Un'incapacità di controllarsi che accompagna e macchia anche il rapporto tra il Mago e la Nazionale cilena, perché le 55 partite giocate dal numero 10 sono segnate da due episodi entrati a gamba tesa nella storia della Roja. Il primo durante la Copa America del 2007 -il famoso Puerto Ordazo-, quando Valdivia e altri giocatori danno vita a uno scandalo dai contorni poco chiari nell'hotel dove alloggia la Seleccion: sei giocatori verranno squalificati dalla Federazione per 20 partite, poi ridotte a 10. L'altro nel 2011 agli ordini di Claudio Borghi, quando Jorge e altri 4 compagni (tra i quali Vidal) si presentano all'allenamento con 45 minuti di ritardo, dopo una notte dall'elevata gradazione alcolica per festeggiare il battesimo della figlia dello stesso Mago. Un gesto di indisciplina che, sommato al periodo difficile attraversato dal Palmeiras, costano a Valdivia un lungo esilio dalla Nazionale, ritrovata soltanto nel 2013, con Sampaoli già approdato sulla panchina cilena per sostituire il Bichi Borghi.
Tuttavia, nonostante il carattere indomabile e una carriera sempre lontano dall'Europa, il Cile non ha mai rinunciato definitivamente al Mago di Maracay, perché in fin dei conti si trattata di uno dei numeri 10 più forti nella storia della Roja: un giocatore indisponente quanto sublime, irritante quanto creativo. Ed è proprio quel suo essere agli antipodi del giocatore moderno che fa di lui un jolly indispensabile, per la sua capacità di distruggere gli equilibri, di interpretare il gioco a un livello inarrivabile per la stragrande maggioranza dei suoi colleghi e la naturalezza con cui tutto gli riesce con un pallone tra i piedi. Tatticamente Bielsa, il padre calcistico della rinascita cilena, gli ha spesso preferito Mati Fernandez, ma neanche il Loco ha voluto rinunciare all'imprevedibilità di Valdivia e alla sua capacità di danzare tra le linee nemiche, armando un attacco tutto velocità e movimenti negli spazi come quello della Roja.
"Jorge è un talento insostituibile per noi.
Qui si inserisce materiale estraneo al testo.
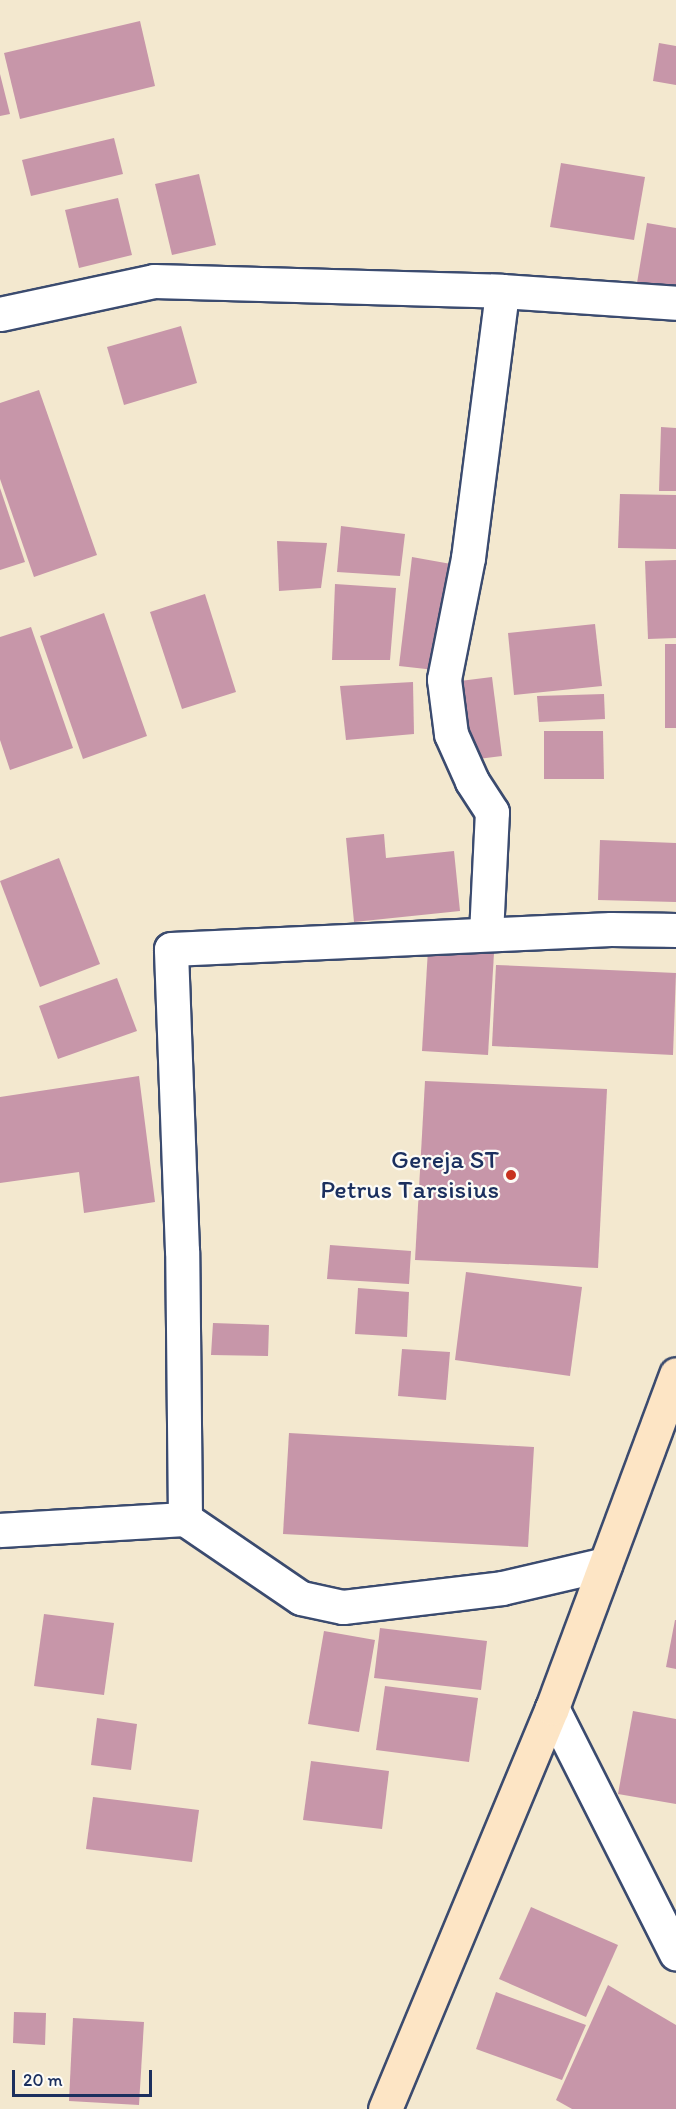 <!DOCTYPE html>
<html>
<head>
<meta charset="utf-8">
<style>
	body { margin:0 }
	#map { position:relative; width:676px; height:2109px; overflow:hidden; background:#f3e8cf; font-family:Itim,sans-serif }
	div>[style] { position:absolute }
	.building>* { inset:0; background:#c796a9 }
	.roads { filter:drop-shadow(2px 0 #3b4b6f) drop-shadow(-2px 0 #3b4b6f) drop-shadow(0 2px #3b4b6f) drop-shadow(0 -2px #3b4b6f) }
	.street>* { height:33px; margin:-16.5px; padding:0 16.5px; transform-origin:16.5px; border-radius:16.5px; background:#fff }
	.secondary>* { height:33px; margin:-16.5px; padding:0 16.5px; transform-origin:16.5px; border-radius:16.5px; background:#fde5c5 }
	.dots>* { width:16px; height:16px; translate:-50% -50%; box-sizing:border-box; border:3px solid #fdfcf7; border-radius:50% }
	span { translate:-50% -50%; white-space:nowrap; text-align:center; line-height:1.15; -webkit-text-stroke:4.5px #fdfcf7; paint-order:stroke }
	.poi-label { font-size:26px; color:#1b2f5e }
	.right { translate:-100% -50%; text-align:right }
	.scale { position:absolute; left:12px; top:2070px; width:140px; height:27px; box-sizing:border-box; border:3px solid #1b2f5e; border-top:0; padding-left:8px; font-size:18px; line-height:21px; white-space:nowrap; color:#1b2f5e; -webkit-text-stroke:4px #fdfcf7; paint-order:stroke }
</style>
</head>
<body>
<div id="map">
	<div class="building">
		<div style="clip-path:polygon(140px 21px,155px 86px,20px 119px,4px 53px)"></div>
		<div style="clip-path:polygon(659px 43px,676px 46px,676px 85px,653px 81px)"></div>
		<div style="clip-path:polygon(0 74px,10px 114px,0 116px)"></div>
		<div style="clip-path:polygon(114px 138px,123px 174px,31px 196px,22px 160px)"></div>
		<div style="clip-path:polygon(561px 163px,645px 177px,634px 240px,550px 227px)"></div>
		<div style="clip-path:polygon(199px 174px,216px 245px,172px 255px,155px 184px)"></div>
		<div style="clip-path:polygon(118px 198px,132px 255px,79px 268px,65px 210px)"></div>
		<div style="clip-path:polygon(647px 223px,676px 228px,676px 296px,636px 289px)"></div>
		<div style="clip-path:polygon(181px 326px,197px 383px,124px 405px,107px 347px)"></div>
		<div style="clip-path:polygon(39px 390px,97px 555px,34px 577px,0 479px,0 403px)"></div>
		<div style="clip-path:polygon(661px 427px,676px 428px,676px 491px,659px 491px)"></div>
		<div style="clip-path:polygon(0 488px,25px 562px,0 570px)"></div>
		<div style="clip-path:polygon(620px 494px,676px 495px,676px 549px,618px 548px)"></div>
		<div style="clip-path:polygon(341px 526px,405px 534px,400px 576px,337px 572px)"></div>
		<div style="clip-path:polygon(277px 541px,327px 543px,321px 588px,279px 591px)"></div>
		<div style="clip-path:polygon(412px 557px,451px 564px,435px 670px,399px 666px)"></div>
		<div style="clip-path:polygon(676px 560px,676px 638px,648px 639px,645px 561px)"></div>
		<div style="clip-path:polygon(335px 584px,396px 588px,390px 660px,332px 660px)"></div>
		<div style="clip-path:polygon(205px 594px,236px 692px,182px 709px,150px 612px)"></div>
		<div style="clip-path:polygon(104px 613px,147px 736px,83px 759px,40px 636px)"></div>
		<div style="clip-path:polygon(595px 624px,602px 686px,514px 695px,508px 633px)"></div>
		<div style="clip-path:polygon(31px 627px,73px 748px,10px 770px,0 740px,0 637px)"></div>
		<div style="clip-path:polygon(665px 644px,676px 644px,676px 728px,665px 728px)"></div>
		<div style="clip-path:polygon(492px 677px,502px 756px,470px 760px,460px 681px)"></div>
		<div style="clip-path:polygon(413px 682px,414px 734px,346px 740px,340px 686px)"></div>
		<div style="clip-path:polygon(604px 694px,605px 719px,539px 722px,537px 696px)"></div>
		<div style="clip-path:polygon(544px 731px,603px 731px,604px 779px,544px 779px)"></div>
		<div style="clip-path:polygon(384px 834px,386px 858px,454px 851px,460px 911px,354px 922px,346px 838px)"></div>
		<div style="clip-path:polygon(600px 840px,676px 843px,676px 902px,598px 900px)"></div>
		<div style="clip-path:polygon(59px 858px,100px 964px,40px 987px,0 881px)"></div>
		<div style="clip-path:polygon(428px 949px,494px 953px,488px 1055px,422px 1051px)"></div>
		<div style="clip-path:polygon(496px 965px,676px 973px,673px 1055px,492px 1046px)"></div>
		<div style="clip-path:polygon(117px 978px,137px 1031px,58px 1059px,39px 1006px)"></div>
		<div style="clip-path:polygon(139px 1076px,155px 1202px,84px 1213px,79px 1172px,0 1183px,0 1097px)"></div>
		<div style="clip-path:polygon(425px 1081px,607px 1089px,598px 1268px,415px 1260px)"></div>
		<div style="clip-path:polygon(330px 1245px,411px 1251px,409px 1284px,327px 1279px)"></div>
		<div style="clip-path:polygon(466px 1272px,582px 1287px,570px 1376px,455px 1360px)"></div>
		<div style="clip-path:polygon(358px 1288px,409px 1292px,407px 1337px,355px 1334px)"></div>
		<div style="clip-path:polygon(213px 1323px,269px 1325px,268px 1356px,211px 1355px)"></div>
		<div style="clip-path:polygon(402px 1349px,450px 1352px,446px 1400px,398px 1396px)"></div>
		<div style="clip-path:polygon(289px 1433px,534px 1447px,528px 1547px,283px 1534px)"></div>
		<div style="clip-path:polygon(44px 1614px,114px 1623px,104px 1695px,34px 1686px)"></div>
		<div style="clip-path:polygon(675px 1620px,676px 1620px,676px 1669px,666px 1667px)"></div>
		<div style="clip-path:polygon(380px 1628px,487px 1641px,481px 1690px,374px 1678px)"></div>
		<div style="clip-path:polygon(324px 1631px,375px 1640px,359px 1732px,308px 1724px)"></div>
		<div style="clip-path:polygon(385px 1686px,478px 1698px,469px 1762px,376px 1750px)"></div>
		<div style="clip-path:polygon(633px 1711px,676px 1719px,676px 1804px,618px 1794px)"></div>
		<div style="clip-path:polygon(97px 1718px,137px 1724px,131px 1770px,91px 1765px)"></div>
		<div style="clip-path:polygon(311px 1761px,389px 1771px,382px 1829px,303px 1820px)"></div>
		<div style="clip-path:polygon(93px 1797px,199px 1810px,192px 1862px,86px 1849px)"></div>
		<div style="clip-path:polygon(531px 1907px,618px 1945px,586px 2017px,499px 1979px)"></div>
		<div style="clip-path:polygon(608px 1985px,676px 2025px,676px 2109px,572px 2109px,556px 2100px)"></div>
		<div style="clip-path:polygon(496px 1992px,586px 2025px,562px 2080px,476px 2049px)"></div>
		<div style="clip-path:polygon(14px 2012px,46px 2013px,45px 2045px,13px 2043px)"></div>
		<div style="clip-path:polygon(73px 2018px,144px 2022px,139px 2105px,69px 2101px)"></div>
	</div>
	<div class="roads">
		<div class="street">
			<div style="left:0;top:314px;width:157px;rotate:-12.1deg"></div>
			<div style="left:154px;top:281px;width:348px;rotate:1.6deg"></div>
			<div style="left:502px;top:291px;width:174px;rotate:3.9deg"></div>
			<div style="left:486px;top:934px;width:122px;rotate:-87.2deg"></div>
			<div style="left:492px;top:812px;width:37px;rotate:-123deg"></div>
			<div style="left:472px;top:781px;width:51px;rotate:-114.1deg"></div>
			<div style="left:451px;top:734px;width:55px;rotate:-97.3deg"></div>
			<div style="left:444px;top:679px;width:123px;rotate:-78.8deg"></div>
			<div style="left:468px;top:558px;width:269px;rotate:-82.7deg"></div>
			<div style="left:185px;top:1519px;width:268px;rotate:-90.6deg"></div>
			<div style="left:182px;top:1251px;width:302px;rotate:-92.1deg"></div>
			<div style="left:171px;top:949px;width:440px;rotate:-2.6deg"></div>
			<div style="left:611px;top:929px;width:65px;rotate:0.9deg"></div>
			<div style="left:0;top:1530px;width:185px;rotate:-3.4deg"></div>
			<div style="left:185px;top:1519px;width:140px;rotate:34.3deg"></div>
			<div style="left:301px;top:1598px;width:43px;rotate:12.1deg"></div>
			<div style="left:343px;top:1607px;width:160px;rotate:-6.8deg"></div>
			<div style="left:502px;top:1588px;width:106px;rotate:-13.1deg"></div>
			<div style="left:552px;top:1708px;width:275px;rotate:63.2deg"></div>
		</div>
		<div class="secondary">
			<div style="left:385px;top:2109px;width:434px;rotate:-67.4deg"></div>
			<div style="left:552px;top:1708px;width:356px;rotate:-69.6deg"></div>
		</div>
	</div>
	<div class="dots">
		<div style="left:511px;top:1175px;background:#c8321e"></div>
	</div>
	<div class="poi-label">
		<span class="right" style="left:499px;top:1175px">Gereja ST<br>Petrus Tarsisius</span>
	</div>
	<div class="scale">20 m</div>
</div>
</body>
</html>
In questo momento è l'uomo chiave per il gioco che proponiamo, perché è di un'altra categoria, come Messi per l'Argentina, Ronaldo per il Portogallo e Ribery per la Francia. Ci serve ai suoi massimi livelli." (J.Sampaoli)
Le parole dell'attuale DT della nazionale, Sampaoli, parlano da sè: in una squadra che impronta il proprio gioco su possesso palla, velocità e verticalizzazioni, avere un playmaker come Valdivia è di vitale importanza, perché pochi giocatori al mondo riescono a leggere gli spazi come il numero 10 cileno, capace di giocate surreali quando giunge il momento di cercare la profondità. Con lui in campo tutto può accadere e attaccanti come Alexis Sanchez ed Edu Vargas non possono che beneficiarne.
Visione di gioco, piedi sopraffini, tiro preciso, controllo di palla delicato e la capacità naturale di liberarsi della pressione avversaria: a Jorge non mancherebbe nulla per essere nell'elite del calcio mondiale. Ma se non avesse un carattere e una personalità tutte sue, non sarebbe il Mago, non avrebbe dilapidato tutto il suo talento e probabilmente non gli vorremmo così bene.